Consider the needlessly complicated to be applied on top of a general baseline of needlessly complicated that applies to any language.
While they don’t have gendered nouns, they have something equally unnerving for the beginner learner. Their noun classes evolve mostly around the nature of shapes and sizes, which becomes an issue the moment you need to count anything. For which there are two systems, one of which stops at ten, and the other is highly irregular in its forms. And don’t get me started on the calendar. English is relatively unsophisticated by comparison.
tanisnikana@lemmy.world 11 hours ago
I mean, I thought Japanese was super straightforward compared to English. I’ve been speaking English for three goddamn decades and I:
Eq0@literature.cafe 11 hours ago
The last point resonates with me! 😭 all other European languages are actually write-as-you-speak. Why, English, why???
FriendOfDeSoto@startrek.website 10 hours ago
Danish has entered the chat. They don’t pronounce anything the way it’s written either. And French consists of 80 percent silent letters or thereabouts. It’s not just English in Europe.
Eq0@literature.cafe 10 hours ago
I don’t know Danish, but French is at least consistent in what is pronounced and what is not. So seeing a word will tell you how to pronounce it even if it’s the first time you encounter it.

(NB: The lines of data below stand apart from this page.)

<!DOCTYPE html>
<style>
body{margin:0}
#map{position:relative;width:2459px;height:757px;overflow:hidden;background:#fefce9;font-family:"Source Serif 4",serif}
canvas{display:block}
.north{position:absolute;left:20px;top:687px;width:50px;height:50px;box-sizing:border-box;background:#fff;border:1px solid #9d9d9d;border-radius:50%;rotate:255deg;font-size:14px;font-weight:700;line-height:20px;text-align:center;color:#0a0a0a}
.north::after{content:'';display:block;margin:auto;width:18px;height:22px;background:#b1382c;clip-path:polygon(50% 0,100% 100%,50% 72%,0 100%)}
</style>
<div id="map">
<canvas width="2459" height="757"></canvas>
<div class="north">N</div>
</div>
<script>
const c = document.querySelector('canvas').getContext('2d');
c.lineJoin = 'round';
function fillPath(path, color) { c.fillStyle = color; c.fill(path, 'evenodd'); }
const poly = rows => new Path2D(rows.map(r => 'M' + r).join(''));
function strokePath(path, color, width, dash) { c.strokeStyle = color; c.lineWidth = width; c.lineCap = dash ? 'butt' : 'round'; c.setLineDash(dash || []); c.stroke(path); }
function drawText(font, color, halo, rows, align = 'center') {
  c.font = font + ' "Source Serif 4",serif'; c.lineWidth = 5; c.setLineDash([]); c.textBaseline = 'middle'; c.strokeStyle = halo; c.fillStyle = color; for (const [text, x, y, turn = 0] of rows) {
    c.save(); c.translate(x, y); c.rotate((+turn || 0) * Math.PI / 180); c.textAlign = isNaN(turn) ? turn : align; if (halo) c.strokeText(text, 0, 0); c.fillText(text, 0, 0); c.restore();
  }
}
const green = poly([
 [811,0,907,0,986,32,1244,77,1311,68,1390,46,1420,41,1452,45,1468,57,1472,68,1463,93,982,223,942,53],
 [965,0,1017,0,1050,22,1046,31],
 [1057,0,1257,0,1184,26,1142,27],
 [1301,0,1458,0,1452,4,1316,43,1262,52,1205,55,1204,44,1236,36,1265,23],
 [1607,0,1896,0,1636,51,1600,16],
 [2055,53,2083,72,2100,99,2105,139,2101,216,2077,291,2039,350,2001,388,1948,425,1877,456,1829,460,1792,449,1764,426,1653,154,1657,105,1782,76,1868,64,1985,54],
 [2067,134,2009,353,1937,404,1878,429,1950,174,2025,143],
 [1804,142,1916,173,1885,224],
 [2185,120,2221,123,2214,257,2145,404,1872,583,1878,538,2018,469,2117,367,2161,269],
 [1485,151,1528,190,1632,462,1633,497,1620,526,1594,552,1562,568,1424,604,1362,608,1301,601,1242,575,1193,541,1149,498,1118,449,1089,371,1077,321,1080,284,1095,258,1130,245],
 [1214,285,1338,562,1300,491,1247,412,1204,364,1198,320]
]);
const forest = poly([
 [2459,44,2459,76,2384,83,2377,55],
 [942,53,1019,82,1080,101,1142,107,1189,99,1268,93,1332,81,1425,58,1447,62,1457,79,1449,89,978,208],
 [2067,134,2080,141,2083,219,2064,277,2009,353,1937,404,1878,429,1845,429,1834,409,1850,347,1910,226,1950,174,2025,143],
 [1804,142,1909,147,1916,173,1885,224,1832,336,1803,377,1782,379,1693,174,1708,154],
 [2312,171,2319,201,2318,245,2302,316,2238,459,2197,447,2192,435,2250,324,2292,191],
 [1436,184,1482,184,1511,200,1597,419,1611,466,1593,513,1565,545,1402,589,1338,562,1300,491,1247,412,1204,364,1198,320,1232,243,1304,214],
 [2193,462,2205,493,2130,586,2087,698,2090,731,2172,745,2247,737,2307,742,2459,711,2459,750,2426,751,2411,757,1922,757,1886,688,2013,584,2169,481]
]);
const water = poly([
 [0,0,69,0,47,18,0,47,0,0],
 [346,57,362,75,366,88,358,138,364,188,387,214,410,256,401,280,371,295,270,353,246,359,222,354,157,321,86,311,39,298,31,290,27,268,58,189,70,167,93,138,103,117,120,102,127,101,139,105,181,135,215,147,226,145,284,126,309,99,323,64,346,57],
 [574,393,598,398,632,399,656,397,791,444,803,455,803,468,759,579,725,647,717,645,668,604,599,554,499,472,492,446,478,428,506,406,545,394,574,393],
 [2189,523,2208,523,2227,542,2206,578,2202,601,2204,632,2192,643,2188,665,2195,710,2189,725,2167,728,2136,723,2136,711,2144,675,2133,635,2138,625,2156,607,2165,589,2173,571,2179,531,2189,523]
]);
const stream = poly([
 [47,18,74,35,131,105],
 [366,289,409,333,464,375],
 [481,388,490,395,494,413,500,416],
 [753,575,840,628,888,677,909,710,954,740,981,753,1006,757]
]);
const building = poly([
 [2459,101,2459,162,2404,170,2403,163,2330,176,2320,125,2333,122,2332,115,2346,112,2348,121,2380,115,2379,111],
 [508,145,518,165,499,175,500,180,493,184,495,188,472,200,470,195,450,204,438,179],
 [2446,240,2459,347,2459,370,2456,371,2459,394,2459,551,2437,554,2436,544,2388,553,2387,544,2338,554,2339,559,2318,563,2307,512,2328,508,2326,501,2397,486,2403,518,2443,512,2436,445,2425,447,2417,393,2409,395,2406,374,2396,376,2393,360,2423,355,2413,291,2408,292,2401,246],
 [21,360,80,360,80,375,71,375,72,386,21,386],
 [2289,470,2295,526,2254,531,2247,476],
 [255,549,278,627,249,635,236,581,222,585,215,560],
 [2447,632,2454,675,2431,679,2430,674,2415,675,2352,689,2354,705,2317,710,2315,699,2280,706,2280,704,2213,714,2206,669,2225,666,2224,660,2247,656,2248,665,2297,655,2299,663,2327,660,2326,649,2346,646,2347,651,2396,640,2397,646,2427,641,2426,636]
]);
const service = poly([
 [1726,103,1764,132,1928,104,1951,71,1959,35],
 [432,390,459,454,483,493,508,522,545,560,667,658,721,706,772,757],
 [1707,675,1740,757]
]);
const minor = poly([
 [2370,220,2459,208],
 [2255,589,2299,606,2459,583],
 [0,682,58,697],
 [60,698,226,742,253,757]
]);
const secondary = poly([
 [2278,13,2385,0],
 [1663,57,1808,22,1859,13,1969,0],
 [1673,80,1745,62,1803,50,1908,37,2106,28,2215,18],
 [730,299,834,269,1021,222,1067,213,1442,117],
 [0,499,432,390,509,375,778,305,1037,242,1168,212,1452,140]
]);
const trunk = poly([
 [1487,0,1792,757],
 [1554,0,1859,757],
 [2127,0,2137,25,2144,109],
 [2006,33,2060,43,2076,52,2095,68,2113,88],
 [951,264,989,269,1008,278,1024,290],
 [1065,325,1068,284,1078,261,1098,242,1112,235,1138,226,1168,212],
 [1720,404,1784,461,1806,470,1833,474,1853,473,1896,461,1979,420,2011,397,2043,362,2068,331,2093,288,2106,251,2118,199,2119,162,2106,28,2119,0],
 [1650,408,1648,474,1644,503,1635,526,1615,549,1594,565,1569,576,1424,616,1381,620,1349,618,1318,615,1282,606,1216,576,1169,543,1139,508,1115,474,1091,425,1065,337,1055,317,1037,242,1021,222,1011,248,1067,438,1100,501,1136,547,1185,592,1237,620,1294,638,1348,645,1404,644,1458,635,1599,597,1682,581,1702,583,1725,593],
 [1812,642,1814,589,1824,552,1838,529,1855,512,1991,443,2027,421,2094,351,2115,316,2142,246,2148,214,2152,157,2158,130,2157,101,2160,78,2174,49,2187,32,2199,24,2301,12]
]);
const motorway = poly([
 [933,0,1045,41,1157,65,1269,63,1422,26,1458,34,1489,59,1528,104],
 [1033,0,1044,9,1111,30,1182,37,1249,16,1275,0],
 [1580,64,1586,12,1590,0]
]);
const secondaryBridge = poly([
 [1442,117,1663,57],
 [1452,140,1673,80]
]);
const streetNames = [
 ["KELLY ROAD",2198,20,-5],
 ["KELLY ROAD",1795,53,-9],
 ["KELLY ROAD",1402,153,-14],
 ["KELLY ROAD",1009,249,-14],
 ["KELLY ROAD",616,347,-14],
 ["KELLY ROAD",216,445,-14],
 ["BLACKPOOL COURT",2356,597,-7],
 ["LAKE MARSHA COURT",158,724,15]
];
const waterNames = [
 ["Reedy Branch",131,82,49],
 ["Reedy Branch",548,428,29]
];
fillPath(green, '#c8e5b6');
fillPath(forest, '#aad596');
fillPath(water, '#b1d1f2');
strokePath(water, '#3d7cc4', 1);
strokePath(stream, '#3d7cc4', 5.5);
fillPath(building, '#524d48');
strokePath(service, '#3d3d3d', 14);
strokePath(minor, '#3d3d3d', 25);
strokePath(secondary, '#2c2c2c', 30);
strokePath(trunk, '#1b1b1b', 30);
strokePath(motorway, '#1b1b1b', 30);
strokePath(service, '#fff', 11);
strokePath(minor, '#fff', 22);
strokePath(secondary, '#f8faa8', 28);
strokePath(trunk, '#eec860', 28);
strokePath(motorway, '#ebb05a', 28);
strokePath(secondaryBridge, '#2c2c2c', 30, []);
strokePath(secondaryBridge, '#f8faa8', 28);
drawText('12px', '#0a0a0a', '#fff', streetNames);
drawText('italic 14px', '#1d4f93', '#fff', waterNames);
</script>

NoneOfUrBusiness@fedia.io 11 hours ago
The Great Vowel Shift. English writing was sensible in the early 14th century around the time of Chaucer, but then shit got out of whack speaking-wise and the writing system was never adjusted to reconcile the difference. So you can blame the Black Death I guess.
Eq0@literature.cafe 11 hours ago
It’s not only vowels, but consonants disappearing or just having a different flavor of sounds in each word. Like word, sword, swan…
ltxrtquq@lemmy.ml 9 hours ago
In my mind drink is exclusively for liquids, which is why drinking a solid sounds weird to me. Because there’s no chewing involved swallowing pills makes more sense than eating them, but I’ll admit I don’t know why “take” is the usual verb.